## THE INPUT

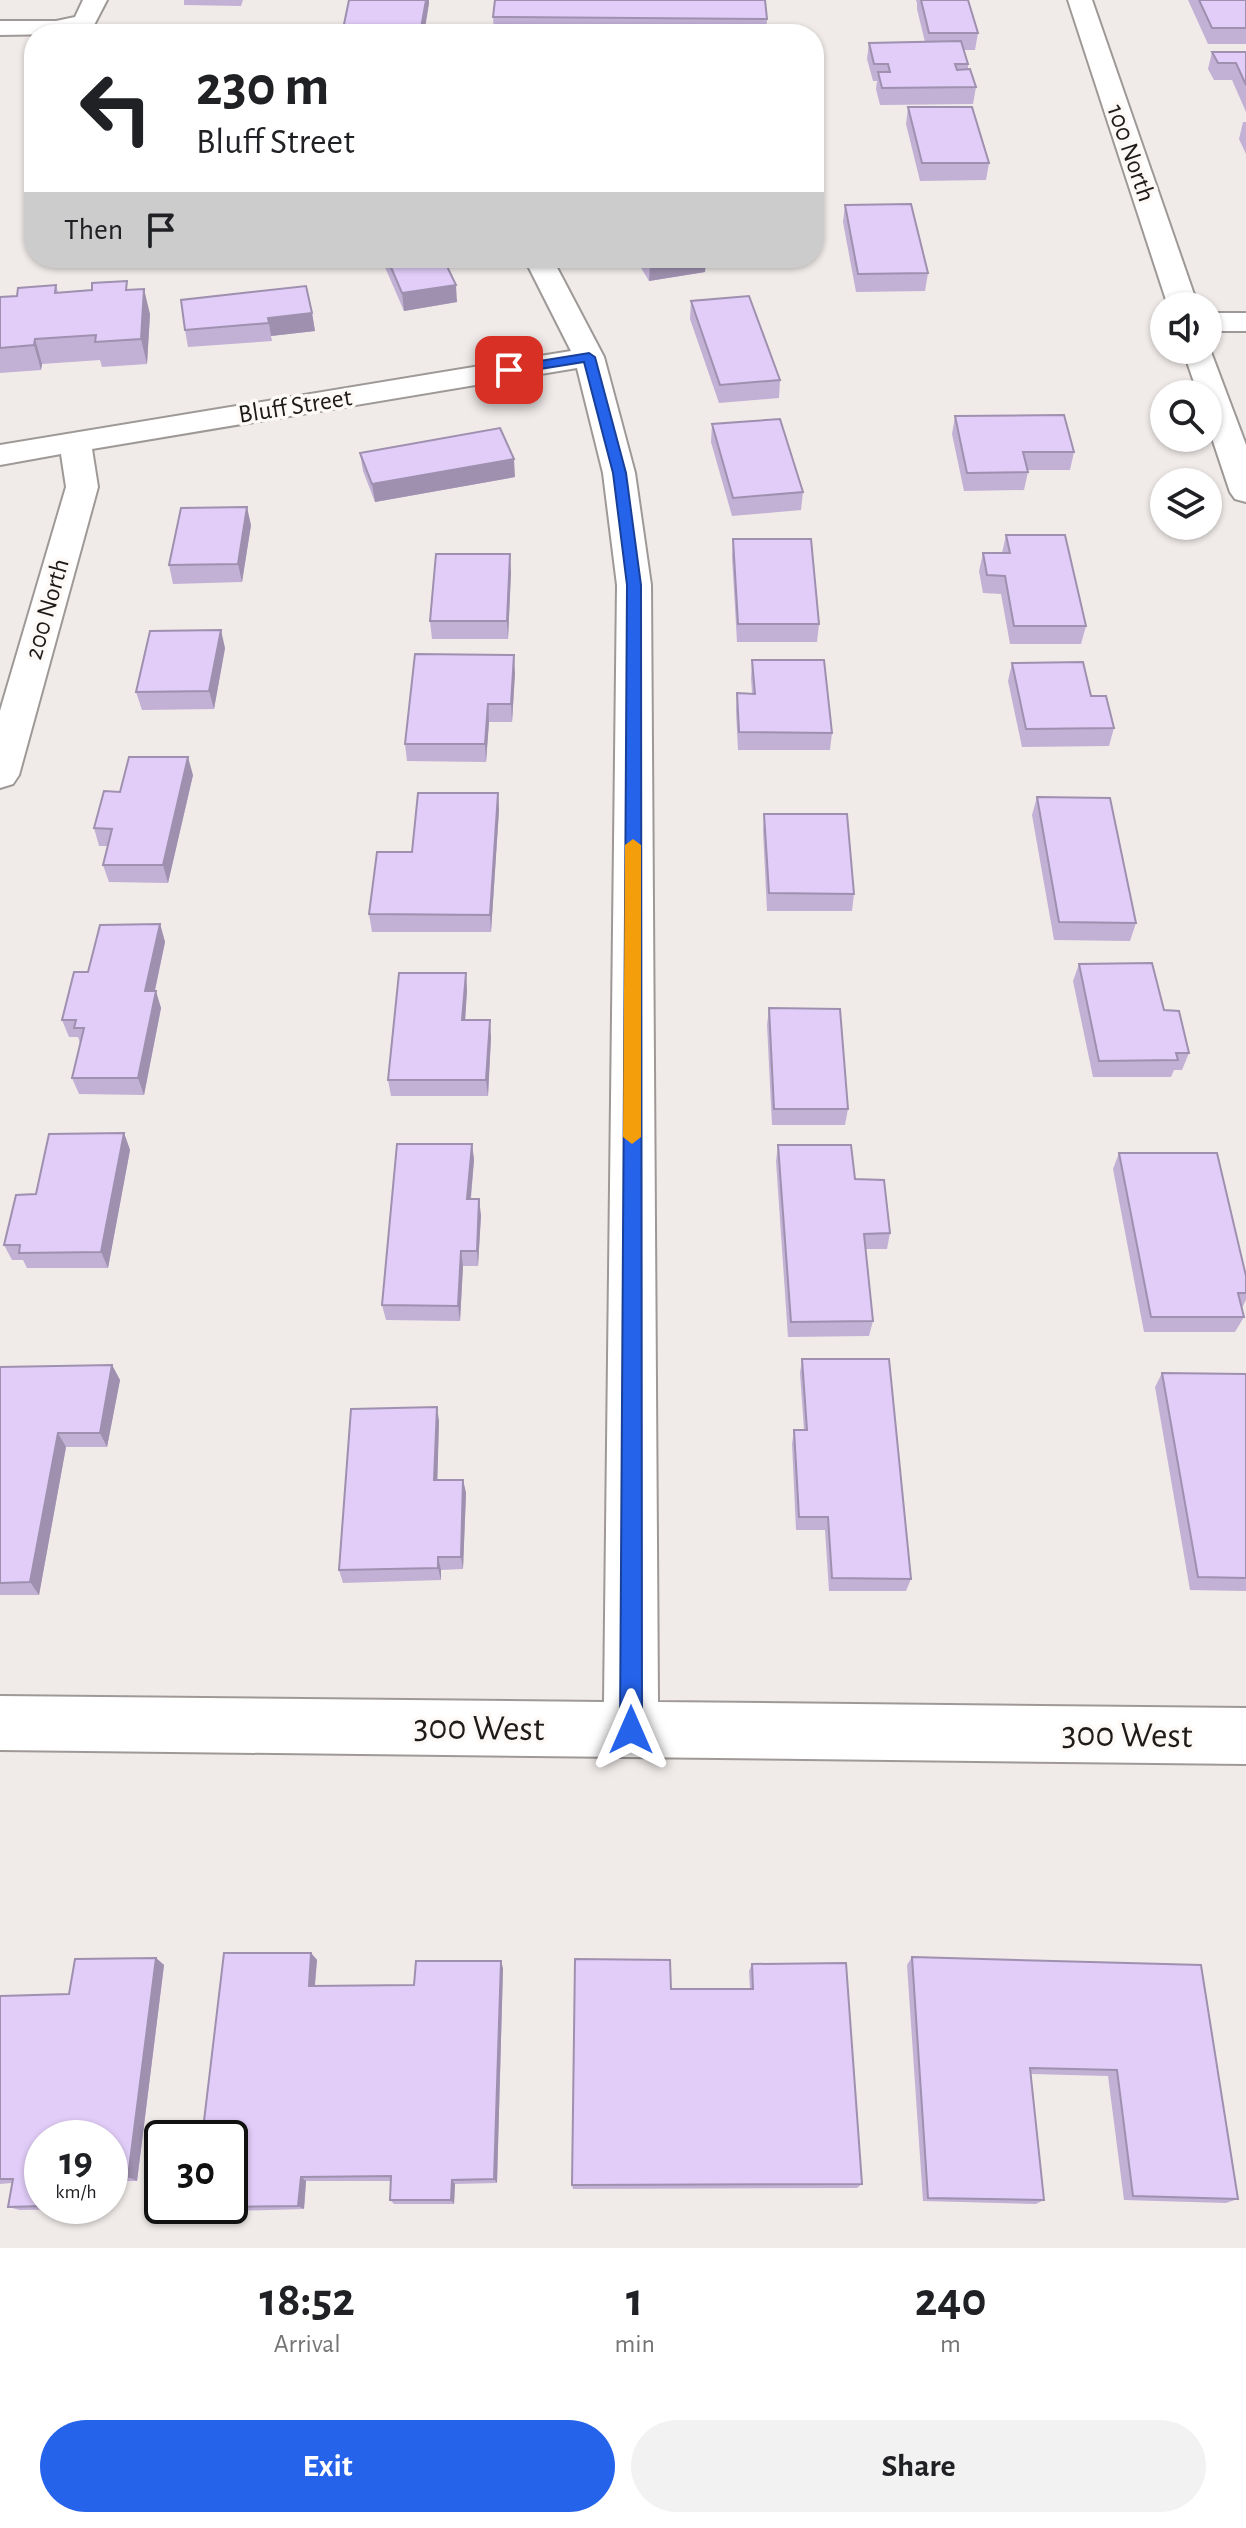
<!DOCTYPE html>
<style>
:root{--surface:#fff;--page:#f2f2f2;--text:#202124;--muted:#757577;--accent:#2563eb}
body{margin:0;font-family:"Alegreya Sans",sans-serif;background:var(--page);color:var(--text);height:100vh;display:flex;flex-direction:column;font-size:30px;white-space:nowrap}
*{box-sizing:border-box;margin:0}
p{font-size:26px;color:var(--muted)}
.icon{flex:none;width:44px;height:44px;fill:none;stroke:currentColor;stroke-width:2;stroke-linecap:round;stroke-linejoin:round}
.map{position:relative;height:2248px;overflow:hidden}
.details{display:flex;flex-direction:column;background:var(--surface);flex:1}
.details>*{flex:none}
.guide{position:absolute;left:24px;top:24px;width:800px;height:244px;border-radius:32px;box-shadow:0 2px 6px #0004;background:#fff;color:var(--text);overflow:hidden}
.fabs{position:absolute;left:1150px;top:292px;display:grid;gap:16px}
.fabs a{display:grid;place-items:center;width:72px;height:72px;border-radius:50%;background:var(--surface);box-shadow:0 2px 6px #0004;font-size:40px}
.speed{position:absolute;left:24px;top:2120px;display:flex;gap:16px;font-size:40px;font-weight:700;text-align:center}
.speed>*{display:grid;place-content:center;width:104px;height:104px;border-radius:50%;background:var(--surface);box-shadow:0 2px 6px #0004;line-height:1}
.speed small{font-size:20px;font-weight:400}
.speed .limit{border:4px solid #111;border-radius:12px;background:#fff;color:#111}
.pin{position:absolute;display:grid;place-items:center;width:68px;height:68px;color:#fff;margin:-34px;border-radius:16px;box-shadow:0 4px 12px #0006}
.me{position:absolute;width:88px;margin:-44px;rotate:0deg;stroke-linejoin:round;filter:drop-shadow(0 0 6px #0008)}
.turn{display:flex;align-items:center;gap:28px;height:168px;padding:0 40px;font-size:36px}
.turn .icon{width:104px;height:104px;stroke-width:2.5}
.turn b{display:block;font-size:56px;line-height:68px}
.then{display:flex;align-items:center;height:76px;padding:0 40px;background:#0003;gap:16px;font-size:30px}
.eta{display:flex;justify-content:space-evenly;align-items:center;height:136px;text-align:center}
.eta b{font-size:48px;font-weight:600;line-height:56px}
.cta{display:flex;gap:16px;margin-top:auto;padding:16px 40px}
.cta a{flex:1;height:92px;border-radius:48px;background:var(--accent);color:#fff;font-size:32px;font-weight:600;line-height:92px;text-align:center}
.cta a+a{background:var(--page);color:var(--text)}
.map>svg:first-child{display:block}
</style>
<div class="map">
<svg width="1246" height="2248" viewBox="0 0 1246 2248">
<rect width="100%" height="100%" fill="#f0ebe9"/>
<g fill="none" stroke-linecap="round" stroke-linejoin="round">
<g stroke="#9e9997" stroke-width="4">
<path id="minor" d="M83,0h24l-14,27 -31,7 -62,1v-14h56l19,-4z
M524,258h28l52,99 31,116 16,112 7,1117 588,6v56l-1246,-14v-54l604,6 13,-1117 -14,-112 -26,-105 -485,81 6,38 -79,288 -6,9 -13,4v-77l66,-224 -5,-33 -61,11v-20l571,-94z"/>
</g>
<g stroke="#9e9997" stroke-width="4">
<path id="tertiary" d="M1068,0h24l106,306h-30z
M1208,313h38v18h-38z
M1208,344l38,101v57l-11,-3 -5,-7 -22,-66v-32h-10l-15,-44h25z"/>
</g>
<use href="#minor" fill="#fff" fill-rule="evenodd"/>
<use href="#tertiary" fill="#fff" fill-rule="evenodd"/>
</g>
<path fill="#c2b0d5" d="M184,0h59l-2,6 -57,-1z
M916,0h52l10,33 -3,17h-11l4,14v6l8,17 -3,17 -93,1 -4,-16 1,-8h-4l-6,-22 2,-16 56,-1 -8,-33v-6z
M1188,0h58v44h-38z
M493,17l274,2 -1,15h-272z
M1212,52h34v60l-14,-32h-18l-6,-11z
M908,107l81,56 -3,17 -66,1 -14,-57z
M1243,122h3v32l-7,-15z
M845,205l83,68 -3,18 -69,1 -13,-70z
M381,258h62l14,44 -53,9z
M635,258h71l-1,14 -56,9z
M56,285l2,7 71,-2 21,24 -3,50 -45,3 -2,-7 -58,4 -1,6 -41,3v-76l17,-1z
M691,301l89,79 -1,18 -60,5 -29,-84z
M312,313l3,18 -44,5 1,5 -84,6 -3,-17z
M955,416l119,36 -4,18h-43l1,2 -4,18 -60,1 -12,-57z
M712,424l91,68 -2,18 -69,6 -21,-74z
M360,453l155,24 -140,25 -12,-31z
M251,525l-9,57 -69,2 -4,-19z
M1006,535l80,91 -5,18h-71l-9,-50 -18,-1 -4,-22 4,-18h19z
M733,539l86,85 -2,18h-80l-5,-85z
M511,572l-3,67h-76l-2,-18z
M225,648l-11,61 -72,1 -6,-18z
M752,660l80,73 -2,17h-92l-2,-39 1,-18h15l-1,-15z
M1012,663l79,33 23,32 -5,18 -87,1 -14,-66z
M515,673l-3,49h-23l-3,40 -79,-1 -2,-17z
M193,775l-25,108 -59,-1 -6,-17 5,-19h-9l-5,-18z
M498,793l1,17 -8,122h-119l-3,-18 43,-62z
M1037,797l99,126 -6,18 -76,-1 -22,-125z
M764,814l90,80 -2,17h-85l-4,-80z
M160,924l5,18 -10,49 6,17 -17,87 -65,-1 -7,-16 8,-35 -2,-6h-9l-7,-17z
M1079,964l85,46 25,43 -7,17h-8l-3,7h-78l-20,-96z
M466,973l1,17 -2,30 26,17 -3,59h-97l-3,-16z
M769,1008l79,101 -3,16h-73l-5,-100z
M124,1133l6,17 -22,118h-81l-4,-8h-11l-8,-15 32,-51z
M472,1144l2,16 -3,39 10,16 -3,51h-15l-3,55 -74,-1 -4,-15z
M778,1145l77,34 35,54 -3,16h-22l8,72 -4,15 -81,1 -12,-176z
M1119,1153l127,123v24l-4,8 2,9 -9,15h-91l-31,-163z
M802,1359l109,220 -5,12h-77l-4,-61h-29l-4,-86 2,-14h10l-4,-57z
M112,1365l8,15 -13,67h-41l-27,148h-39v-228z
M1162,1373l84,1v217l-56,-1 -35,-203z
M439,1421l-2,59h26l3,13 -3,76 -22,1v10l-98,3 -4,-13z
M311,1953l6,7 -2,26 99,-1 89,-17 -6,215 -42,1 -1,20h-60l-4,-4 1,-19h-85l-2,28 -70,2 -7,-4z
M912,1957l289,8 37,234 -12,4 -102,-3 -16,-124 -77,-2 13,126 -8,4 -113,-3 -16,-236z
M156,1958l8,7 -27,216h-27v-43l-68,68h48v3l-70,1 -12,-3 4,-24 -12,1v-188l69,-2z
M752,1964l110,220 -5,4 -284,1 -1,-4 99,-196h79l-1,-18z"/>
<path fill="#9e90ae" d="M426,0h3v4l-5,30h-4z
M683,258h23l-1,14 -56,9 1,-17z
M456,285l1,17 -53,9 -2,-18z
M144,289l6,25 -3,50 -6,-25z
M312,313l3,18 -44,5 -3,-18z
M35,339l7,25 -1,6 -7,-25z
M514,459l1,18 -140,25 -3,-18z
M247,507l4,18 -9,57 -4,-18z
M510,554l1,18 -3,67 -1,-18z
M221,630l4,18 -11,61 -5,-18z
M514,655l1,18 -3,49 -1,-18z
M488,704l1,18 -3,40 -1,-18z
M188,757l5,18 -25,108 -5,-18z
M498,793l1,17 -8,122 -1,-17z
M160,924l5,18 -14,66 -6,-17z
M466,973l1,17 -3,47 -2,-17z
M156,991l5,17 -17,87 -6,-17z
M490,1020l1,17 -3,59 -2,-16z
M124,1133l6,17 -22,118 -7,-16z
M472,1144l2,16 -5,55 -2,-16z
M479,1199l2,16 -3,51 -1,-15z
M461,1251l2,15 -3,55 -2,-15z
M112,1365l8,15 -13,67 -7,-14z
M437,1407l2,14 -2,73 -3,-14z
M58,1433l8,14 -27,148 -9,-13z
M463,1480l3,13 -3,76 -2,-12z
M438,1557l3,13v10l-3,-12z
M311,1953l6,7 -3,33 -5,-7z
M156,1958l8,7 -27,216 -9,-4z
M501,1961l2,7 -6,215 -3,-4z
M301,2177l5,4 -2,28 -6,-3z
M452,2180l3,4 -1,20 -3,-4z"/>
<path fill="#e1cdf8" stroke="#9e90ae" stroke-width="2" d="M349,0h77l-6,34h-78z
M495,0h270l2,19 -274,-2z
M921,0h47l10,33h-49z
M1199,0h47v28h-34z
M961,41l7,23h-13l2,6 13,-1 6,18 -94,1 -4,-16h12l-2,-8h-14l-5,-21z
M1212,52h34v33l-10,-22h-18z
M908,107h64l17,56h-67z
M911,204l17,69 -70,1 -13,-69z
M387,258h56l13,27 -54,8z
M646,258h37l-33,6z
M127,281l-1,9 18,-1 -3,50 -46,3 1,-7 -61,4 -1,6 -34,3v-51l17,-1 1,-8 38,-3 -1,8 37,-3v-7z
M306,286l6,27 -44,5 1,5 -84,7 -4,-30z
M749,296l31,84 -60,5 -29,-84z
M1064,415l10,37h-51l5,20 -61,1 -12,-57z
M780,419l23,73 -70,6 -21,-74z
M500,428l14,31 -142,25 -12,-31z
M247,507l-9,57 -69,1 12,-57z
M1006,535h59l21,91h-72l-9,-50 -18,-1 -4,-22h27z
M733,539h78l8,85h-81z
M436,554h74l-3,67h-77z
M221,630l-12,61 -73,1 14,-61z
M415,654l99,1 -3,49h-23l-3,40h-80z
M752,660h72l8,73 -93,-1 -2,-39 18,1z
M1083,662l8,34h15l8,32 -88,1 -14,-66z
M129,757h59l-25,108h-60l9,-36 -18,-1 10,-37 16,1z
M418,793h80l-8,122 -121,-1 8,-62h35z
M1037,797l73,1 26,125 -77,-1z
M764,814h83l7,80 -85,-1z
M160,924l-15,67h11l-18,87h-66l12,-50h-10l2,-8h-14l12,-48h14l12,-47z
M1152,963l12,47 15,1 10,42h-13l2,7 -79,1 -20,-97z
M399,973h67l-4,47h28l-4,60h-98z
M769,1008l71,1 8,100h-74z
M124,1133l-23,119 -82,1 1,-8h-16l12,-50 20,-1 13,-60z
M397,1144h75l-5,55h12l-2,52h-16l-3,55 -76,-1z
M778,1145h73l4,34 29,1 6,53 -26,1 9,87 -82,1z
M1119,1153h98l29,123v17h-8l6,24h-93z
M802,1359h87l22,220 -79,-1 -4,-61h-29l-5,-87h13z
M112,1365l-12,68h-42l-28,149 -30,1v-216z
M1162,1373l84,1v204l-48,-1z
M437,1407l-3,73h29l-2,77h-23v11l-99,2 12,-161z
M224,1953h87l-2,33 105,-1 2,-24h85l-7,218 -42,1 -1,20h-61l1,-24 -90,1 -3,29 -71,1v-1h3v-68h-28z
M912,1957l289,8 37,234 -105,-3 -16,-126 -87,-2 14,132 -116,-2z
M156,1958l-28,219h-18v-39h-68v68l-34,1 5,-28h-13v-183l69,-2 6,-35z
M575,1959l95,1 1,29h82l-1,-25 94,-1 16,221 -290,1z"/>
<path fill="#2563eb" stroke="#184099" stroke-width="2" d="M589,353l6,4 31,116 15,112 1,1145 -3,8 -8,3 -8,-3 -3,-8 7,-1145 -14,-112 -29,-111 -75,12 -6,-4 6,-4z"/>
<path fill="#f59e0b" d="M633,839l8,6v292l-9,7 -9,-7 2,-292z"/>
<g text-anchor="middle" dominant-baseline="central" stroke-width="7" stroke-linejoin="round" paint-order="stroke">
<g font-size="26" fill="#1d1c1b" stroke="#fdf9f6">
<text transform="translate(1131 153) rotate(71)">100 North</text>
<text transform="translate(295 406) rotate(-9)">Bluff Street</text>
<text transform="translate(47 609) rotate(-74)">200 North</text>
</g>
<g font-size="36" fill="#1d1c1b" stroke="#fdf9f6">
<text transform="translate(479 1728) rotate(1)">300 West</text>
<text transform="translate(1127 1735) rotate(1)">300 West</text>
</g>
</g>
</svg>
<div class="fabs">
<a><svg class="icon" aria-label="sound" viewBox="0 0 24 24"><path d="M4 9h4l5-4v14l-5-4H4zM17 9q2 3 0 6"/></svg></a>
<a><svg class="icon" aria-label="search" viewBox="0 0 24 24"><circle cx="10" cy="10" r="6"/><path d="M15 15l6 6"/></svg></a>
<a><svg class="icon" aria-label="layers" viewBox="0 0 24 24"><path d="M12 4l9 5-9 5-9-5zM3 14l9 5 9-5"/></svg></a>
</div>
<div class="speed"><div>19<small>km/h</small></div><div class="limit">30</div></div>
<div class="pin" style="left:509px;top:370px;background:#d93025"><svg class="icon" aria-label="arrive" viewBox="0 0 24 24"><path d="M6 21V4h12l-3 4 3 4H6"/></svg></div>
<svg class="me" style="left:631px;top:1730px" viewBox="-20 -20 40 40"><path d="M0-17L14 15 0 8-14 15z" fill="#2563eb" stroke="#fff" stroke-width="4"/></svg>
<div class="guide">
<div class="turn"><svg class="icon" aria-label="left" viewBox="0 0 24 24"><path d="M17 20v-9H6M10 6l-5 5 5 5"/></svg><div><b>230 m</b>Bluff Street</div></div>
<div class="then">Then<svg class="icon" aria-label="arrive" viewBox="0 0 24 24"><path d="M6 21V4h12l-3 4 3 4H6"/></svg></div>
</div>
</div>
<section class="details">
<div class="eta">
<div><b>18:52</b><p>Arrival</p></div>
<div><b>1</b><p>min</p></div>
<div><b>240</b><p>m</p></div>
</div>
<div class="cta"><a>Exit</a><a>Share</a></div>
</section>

## WHAT THE TASK ASKS
Whenever the word "absolute" occurs in a line of the listing above, return that line.

## RESPONSE TO THE TASK
.guide{position:absolute;left:24px;top:24px;width:800px;height:244px;border-radius:32px;box-shadow:0 2px 6px #0004;background:#fff;color:var(--text);overflow:hidden}
.fabs{position:absolute;left:1150px;top:292px;display:grid;gap:16px}
.speed{position:absolute;left:24px;top:2120px;display:flex;gap:16px;font-size:40px;font-weight:700;text-align:center}
.pin{position:absolute;display:grid;place-items:center;width:68px;height:68px;color:#fff;margin:-34px;border-radius:16px;box-shadow:0 4px 12px #0006}
.me{position:absolute;width:88px;margin:-44px;rotate:0deg;stroke-linejoin:round;filter:drop-shadow(0 0 6px #0008)}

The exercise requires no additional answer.